Thursday, August 24, 2017

How do you know that the children in the poem do not like the work they do?

Blake's "The Chimney Sweeper" shows in various ways that the children do not like the work they do. First, the little boy telling the story mixes up the word "sweep," which the chimney sweepers are supposed to shout in the street to get jobs, with the word "weep," suggesting (although this also is meant to show the little ones lisp) he associates the job with tears and crying.
Then, Tom Dacre does cry when his head is shaved, and he has to be comforted by the narrator. Sadness seems to permeate this job.
Third, the narrator dreams of being released from his "coffin," which is an unhappy image for a bed or a chimney, and being allowed to play outside in the sun and green grass, splashing and getting clean in a river. That this ordinary outdoor activity is dream that is out of reach of the chimney sweeps shows how harsh their young lives are.
At the end of the poem, innocent Tom is happy despite the cold and dark because of his dream: it is not anything to do with his job or real existence that brings him joy, but a fantasy world that is entirely different from his reality.

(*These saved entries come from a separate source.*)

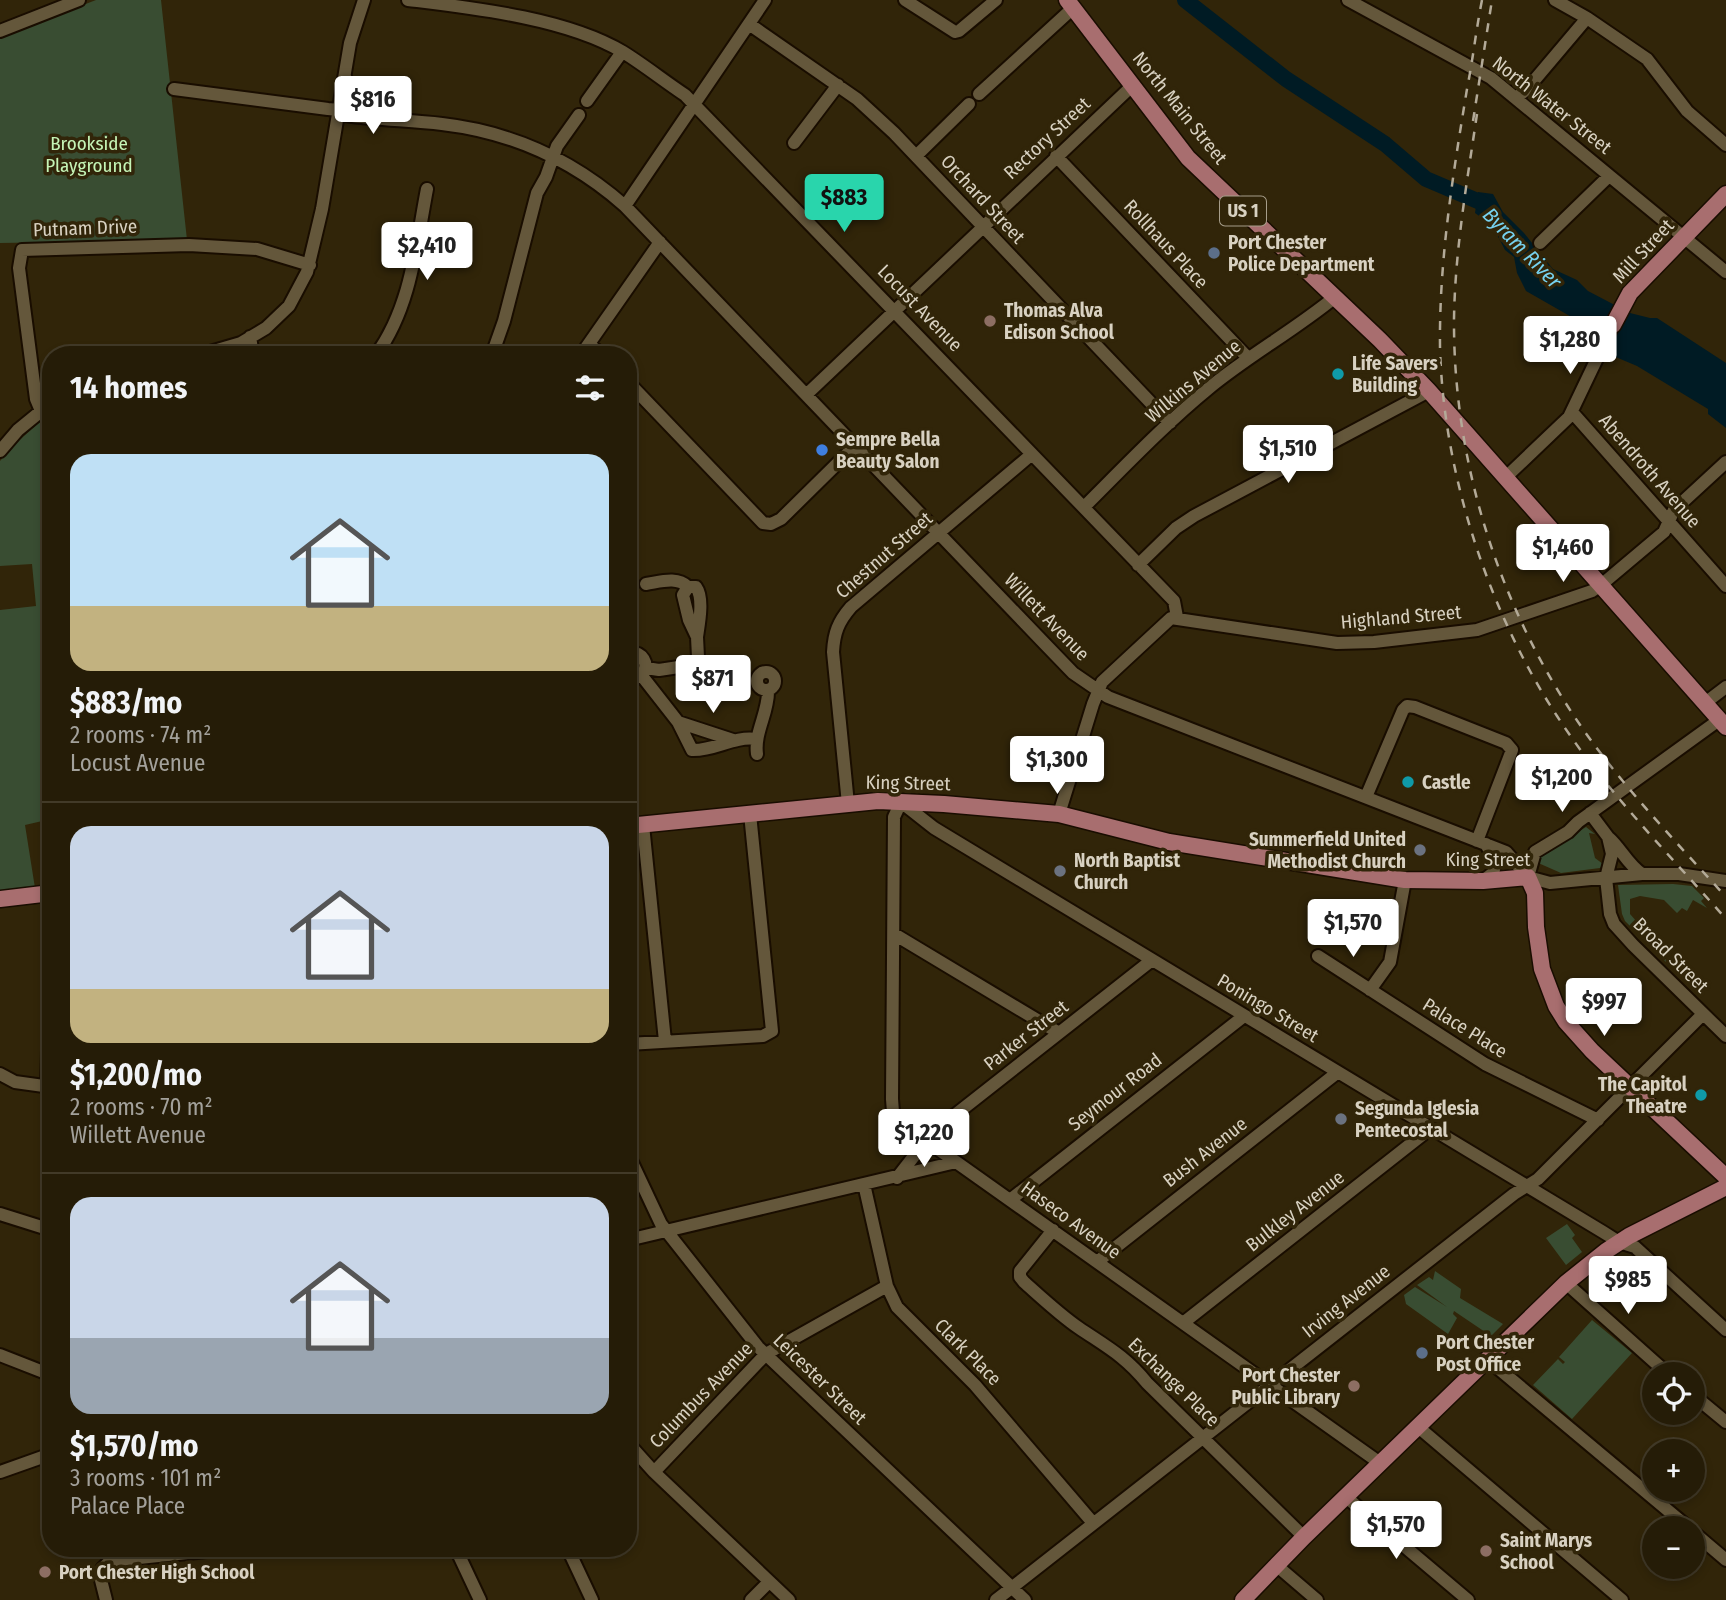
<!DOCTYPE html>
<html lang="en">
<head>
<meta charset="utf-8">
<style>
	body { margin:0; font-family:"Fira Sans Condensed",sans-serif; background:#312915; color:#f1f3f6; height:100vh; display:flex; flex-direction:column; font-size:26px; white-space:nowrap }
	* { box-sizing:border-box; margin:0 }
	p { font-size:23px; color:#a3a19b }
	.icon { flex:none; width:38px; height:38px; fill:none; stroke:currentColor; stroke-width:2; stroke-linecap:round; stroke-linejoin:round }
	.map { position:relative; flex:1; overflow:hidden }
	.side { position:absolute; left:42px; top:346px; width:595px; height:1211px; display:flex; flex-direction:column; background:#251c07; border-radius:28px; box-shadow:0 4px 10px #0003,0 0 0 2px #423a28 }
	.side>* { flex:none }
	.buttons { position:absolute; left:1642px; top:1362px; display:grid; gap:14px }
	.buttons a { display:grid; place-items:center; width:63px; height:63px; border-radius:50%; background:#251c07; box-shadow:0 4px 10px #0003,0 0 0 2px #423a28; font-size:35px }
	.price { position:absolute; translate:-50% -60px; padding:0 16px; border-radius:7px; background:#fff; color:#222; font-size:23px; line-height:46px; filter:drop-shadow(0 2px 4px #0008) }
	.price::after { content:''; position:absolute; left:50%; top:42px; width:21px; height:16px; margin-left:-10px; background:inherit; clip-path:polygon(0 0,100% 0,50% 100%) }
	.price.current { background:#29d5ac; color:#111 }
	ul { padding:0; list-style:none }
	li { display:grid; align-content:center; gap:14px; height:371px; padding:0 28px }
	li+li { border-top:2px solid #423a28 }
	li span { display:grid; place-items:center; height:217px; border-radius:21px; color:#555 }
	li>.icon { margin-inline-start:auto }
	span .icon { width:126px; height:126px; fill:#fffc; stroke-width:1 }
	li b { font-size:30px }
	h2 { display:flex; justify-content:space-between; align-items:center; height:84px; padding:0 28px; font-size:30px }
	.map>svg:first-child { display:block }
</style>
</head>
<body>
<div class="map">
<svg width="1726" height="1600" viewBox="0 0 1726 1600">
	<rect width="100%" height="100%" fill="#312509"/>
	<!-- green -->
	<path fill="#394d32" d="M96,0H161L187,240L0,243V37Z
		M51,412V819L25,825L35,888L0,892V610L36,606L32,564L0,566V461L15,444Z
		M1586,827L1595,834L1589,833L1595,858L1603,864L1600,868L1561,873L1536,862L1539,856Z
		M1673,884L1692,886L1704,898L1701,901L1707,908L1693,900L1687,911L1682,908L1677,913L1664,900L1640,896L1630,899V914L1674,964L1671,967L1625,921L1622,914L1618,885Z
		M1567,1224L1575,1235L1572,1238L1582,1252L1566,1265L1546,1238Z
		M1435,1271L1461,1289L1460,1298L1503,1324L1491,1336L1454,1311L1453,1314L1457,1318L1448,1334L1406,1304L1404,1295L1415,1287L1447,1307L1417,1285L1429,1277L1433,1280Z
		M1592,1320L1632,1353L1572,1419L1533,1385L1558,1359L1563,1364L1565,1362L1559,1357Z"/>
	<!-- water -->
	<path fill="#001b24" d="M1478,192L1493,194L1503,212L1524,233L1553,269L1577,280L1588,291L1630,313L1650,318H1657L1726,363V428L1708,414V409L1637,366L1568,337L1575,319L1526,291L1517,273L1514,257L1505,250L1492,225L1475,213Z"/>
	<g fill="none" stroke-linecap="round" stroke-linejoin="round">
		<!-- river -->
		<path stroke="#001b24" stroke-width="16" d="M1185,0L1286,79L1385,144L1426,179L1480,202L1493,212"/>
		<defs>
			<path id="minor" d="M408,0C473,8 566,18 623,52C644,65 664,81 685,95L1174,601L1177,617
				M905,0L955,32L959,31L996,0
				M1348,0L1491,78L1726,272
				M1555,0L1587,18L1647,59L1687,111L1726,145
				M749,24L857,99L894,133L1170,423
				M0,31L79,0
				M345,77C352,95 361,102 377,112
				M174,89L328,109L339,110L346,107
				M979,94L1073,8
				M1516,98L1527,89L1587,18
				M587,101L622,52
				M339,110L346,115C378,120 410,120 442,124C511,132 573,160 625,206L1045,644L1073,673L1108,697L1506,852L1528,877
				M794,143L838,85
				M916,156L969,104
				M1056,156L1248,358
				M625,206L765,0
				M1540,243L1609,176
				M250,337L253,355
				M589,344L602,355
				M200,355L241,343L266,328L289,306L307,272L322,209L350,43L364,0
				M376,355C411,307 416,246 427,189
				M492,355L504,321L537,193L546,177L557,146L579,115
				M581,355L660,242
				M628,382L763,523L771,524L781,519L855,446
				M807,394L1133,85
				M41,411L36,399L19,268L22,250L189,245L257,249L310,265
				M1572,412L1726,586
				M0,451L18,430L51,403
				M1506,477L1569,417L1613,325
				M1085,506C1125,466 1165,424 1209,388C1249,355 1295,330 1335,297
				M1138,565L1176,528L1194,516L1429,391
				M646,584C660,582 677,576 688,587
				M688,587H696C704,598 699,623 697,637L689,620L683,595Z
				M628,652C643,652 650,663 642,676L628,679
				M646,668L659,670L692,665L698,657L697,637
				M757 681a9 9 0 1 1 18 0a9 9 0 1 1-18 0Z
				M642,676L678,722L692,750C715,751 733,736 756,739
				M1705,703L1726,687
				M678,722L733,740
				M757,754C754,732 769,712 768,690
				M1366,797L1403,710L1407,706L1415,707L1506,743L1512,750L1477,841
				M848,804L833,652C834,633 838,622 851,607L1032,454
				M1590,813L1608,837L1612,854L1606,878L1610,914L1614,924L1633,945L1726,1036
				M1059,814L1093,704L1102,682L1171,618L1337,643L1374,642L1477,630L1592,591L1601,585L1664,532L1674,510L1726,462
				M643,825L665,1041
				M1608,837C1621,848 1627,864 1642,874
				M1528,877L1535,852L1568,832L1578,822L1719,720
				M1528,877L1550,883L1642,874H1679L1726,881
				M1483,881L1493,873L1496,862L1486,844
				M894,934L1059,1033
				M1318,956L1485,1064L1598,1120
				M1370,990L1390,962L1405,880
				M628,1044L763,1036L772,1031L750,814
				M0,1074L15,1082L51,1087
				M47,1087L51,943
				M628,1154L661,1224L758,1347L1025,1600
				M897,1178L932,1133L1152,960
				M864,1184L887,1286L897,1307L975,1385L1093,1523
				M1010,1200L1244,1016
				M0,1214L51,1230
				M1053,1230L1020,1271V1277L1024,1282C1042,1298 1060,1315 1079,1328C1107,1347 1125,1356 1147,1383L1304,1537
				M628,1240L956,1162
				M1097,1262L1338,1072
				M1566,1283L1668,1374
				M1183,1323L1431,1128
				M0,1355L51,1375
				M1487,1359L1689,1528
				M1692,1394L1726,1422
				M1417,1426L1622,1600
				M628,1443L654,1472L789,1600
				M1380,1463L897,1120L893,1112L892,1099L894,817L901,802L934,828L1603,1232L1619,1242L1635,1247L1726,1330
				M0,1472L51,1454
				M654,1472L766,1354L887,1286
				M1346,1497L1468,1600
				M1692,1531L1726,1560
				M456,1549L480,1600
				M568,1549L592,1600
				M1276,1565L1317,1600
				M106,1600L101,1580L102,1569L110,1561L226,1549
				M751,1600L769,1582
				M996,1600L1514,1194L1538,1179L1703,1014"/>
			<path id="major" d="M1067,0L1188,158L1380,340L1429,391L1726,727
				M1613,325L1630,293L1726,194
				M628,826L878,801L944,804L1059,814L1169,842L1405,880L1483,881L1528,877L1535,893L1536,927L1542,969L1556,1006L1566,1022L1592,1051L1726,1177
				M0,899L51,893
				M1243,1600L1304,1537L1566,1283L1606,1251L1629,1236L1726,1187"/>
		</defs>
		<!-- minor casing -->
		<use href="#minor" stroke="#190d00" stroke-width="16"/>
		<!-- major casing -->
		<use href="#major" stroke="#190d00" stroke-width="19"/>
		<!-- minor -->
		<use href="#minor" stroke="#64573b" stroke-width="12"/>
		<!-- major -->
		<use href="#major" stroke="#a86e6f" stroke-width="16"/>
		<!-- rail -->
		<path stroke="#b3aa98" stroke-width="2.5" stroke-dasharray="9 9" stroke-linecap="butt" d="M1482,0C1476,30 1473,59 1467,89C1453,174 1439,260 1440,347C1443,472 1488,611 1557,716C1605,790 1668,853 1726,919
			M1477,114C1467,182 1455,250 1454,319C1453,465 1501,613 1585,732C1627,791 1678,844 1726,897
			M1473,121L1492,0"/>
	</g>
	<!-- markers -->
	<g fill="#5c6f8a" stroke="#312509" stroke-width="2.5">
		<circle cx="1214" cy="253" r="7"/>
		<circle cx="1422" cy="1353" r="7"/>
	</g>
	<g fill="#8d6e63" stroke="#312509" stroke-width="2.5">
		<circle cx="990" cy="321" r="7"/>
		<circle cx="1354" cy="1386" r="7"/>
		<circle cx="1486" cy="1551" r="7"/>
		<circle cx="45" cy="1572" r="7"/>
	</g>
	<g fill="#0f9aa8" stroke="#312509" stroke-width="2.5">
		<circle cx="1338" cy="374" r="7"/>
		<circle cx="1408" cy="782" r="7"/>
		<circle cx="1701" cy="1095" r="7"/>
	</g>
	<circle fill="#3f7fe0" stroke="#312509" stroke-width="2.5" cx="822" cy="450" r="7"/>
	<g fill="#6b7280" stroke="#312509" stroke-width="2.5">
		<circle cx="1420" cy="850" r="7"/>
		<circle cx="1060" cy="871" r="7"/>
		<circle cx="1341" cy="1119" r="7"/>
	</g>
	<g text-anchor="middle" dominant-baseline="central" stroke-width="7" stroke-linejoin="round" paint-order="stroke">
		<!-- shield labels -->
		<rect fill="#312509" stroke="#a69d8a" stroke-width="2" x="1220" y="196.5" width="46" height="29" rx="5"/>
		<g font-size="18" font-weight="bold" fill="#d8d1c1">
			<text x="1243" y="211">US 1</text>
		</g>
		<!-- street labels -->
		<g font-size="19" fill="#d8d1c1" stroke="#312509">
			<text transform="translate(1552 105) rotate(38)">North Water Street</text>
			<text transform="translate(1180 108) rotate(51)">North Main Street</text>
			<text transform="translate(1047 138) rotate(-43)">Rectory Street</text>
			<text transform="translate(983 199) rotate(47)">Orchard Street</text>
			<text transform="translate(85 228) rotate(-2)">Putnam Drive</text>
			<text transform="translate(1166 244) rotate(47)">Rollhaus Place</text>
			<text transform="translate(1643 251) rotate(-47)">Mill Street</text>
			<text transform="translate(920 308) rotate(46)">Locust Avenue</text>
			<text transform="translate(1193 381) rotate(-40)">Wilkins Avenue</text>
			<text transform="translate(1650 471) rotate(49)">Abendroth Avenue</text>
			<text transform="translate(884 555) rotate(-41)">Chestnut Street</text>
			<text transform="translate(1047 617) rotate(46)">Willett Avenue</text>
			<text transform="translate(1401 617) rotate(-5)">Highland Street</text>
			<text transform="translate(908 783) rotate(1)">King Street</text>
			<text x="1488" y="859">King Street</text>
			<text transform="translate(1671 955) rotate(45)">Broad Street</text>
			<text transform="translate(1268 1008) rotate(31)">Poningo Street</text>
			<text transform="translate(1465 1028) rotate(32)">Palace Place</text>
			<text transform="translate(1026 1035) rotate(-38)">Parker Street</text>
			<text transform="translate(1115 1092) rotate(-38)">Seymour Road</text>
			<text transform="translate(1205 1152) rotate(-38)">Bush Avenue</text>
			<text transform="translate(1295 1211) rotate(-38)">Bulkley Avenue</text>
			<text transform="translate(1071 1220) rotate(36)">Haseco Avenue</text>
			<text transform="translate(1346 1301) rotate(-38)">Irving Avenue</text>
			<text transform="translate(968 1352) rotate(45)">Clark Place</text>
			<text transform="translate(820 1379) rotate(44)">Leicester Street</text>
			<text transform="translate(1174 1382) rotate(44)">Exchange Place</text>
			<text transform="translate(701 1395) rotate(-46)">Columbus Avenue</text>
		</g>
		<!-- park labels -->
		<g font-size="19" fill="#c5f4b6" stroke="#312509">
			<text x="89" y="143">Brookside<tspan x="89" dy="22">Playground</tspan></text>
		</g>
		<!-- poi labels -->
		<g font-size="19" font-weight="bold" fill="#d8d1c1" stroke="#312509" text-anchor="start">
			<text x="1228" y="242">Port Chester<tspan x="1228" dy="22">Police Department</tspan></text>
			<text x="1004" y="310">Thomas Alva<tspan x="1004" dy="22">Edison School</tspan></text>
			<text x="1352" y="363">Life Savers<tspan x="1352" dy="22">Building</tspan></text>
			<text x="836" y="439">Sempre Bella<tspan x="836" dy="22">Beauty Salon</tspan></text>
			<text x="1422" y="782">Castle</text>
			<text x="1406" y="839" text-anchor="end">Summerfield United<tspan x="1406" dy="22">Methodist Church</tspan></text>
			<text x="1074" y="860">North Baptist<tspan x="1074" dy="22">Church</tspan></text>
			<text x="1687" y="1084" text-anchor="end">The Capitol<tspan x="1687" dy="22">Theatre</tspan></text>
			<text x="1355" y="1108">Segunda Iglesia<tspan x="1355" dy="22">Pentecostal</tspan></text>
			<text x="1436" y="1342">Port Chester<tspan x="1436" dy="22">Post Office</tspan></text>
			<text x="1340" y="1375" text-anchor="end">Port Chester<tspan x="1340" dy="22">Public Library</tspan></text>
			<text x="1500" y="1540">Saint Marys<tspan x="1500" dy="22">School</tspan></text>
			<text x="59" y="1572">Port Chester High School</text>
		</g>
		<!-- water labels -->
		<g font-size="21" font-style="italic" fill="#76d1ee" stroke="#312509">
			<text transform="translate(1522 248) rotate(46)">Byram River</text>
		</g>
	</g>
</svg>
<div class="buttons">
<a><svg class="icon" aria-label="locate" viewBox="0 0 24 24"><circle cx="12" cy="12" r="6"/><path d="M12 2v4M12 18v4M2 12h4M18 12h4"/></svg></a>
<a>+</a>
<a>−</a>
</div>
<b class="price" style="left:373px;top:136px">$816</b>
<b class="price current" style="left:844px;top:234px">$883</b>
<b class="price" style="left:427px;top:282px">$2,410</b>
<b class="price" style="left:1570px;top:376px">$1,280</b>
<b class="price" style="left:1288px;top:485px">$1,510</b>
<b class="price" style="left:1563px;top:584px">$1,460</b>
<b class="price" style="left:713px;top:715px">$871</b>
<b class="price" style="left:1057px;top:796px">$1,300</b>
<b class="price" style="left:1562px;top:814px">$1,200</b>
<b class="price" style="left:1353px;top:959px">$1,570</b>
<b class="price" style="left:1604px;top:1038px">$997</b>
<b class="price" style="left:924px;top:1169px">$1,220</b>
<b class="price" style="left:1628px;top:1316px">$985</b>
<b class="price" style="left:1396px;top:1561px">$1,570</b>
<section class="side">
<h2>14 homes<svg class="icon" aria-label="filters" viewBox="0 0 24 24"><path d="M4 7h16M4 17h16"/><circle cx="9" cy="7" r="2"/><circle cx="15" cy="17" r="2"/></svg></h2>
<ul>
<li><span style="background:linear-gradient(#bfe0f5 70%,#c2b280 0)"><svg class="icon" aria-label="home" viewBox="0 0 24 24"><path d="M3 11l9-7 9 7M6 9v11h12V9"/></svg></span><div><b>$883/mo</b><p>2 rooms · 74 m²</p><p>Locust Avenue</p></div></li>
<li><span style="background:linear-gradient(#c9d6e8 75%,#c2b280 0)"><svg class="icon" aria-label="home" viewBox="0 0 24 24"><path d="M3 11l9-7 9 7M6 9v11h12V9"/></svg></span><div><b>$1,200/mo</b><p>2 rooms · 70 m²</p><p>Willett Avenue</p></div></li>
<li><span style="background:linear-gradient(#c9d6e8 65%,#9aa5b1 0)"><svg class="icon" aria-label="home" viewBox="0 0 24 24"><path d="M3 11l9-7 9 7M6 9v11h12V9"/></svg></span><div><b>$1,570/mo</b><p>3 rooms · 101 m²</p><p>Palace Place</p></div></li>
</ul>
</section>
</div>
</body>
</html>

There are several reasons that we know that the children do not enjoy their work in "The Chimney Sweeper: When my mother died I was very young" by William Blake. 
First, the original audience of the poem and most educated readers would assume that working as in indentured servant, living in dire poverty, and spending one's life crawling up and cleaning narrow filthy chimneys is not enjoyable.
Next, in the first stanza the narrator describes the death of his mother and his being sold by his father as a child so young he could barely speak. The narrator describes Tom Dacre crying. The vision that keeps Tom happy despite the cold and miserable environment in which he works is one of dying, being placed in a coffin, and then going to heaven. What this tells us is that the children are so miserable in their work that they think of dying as preferable.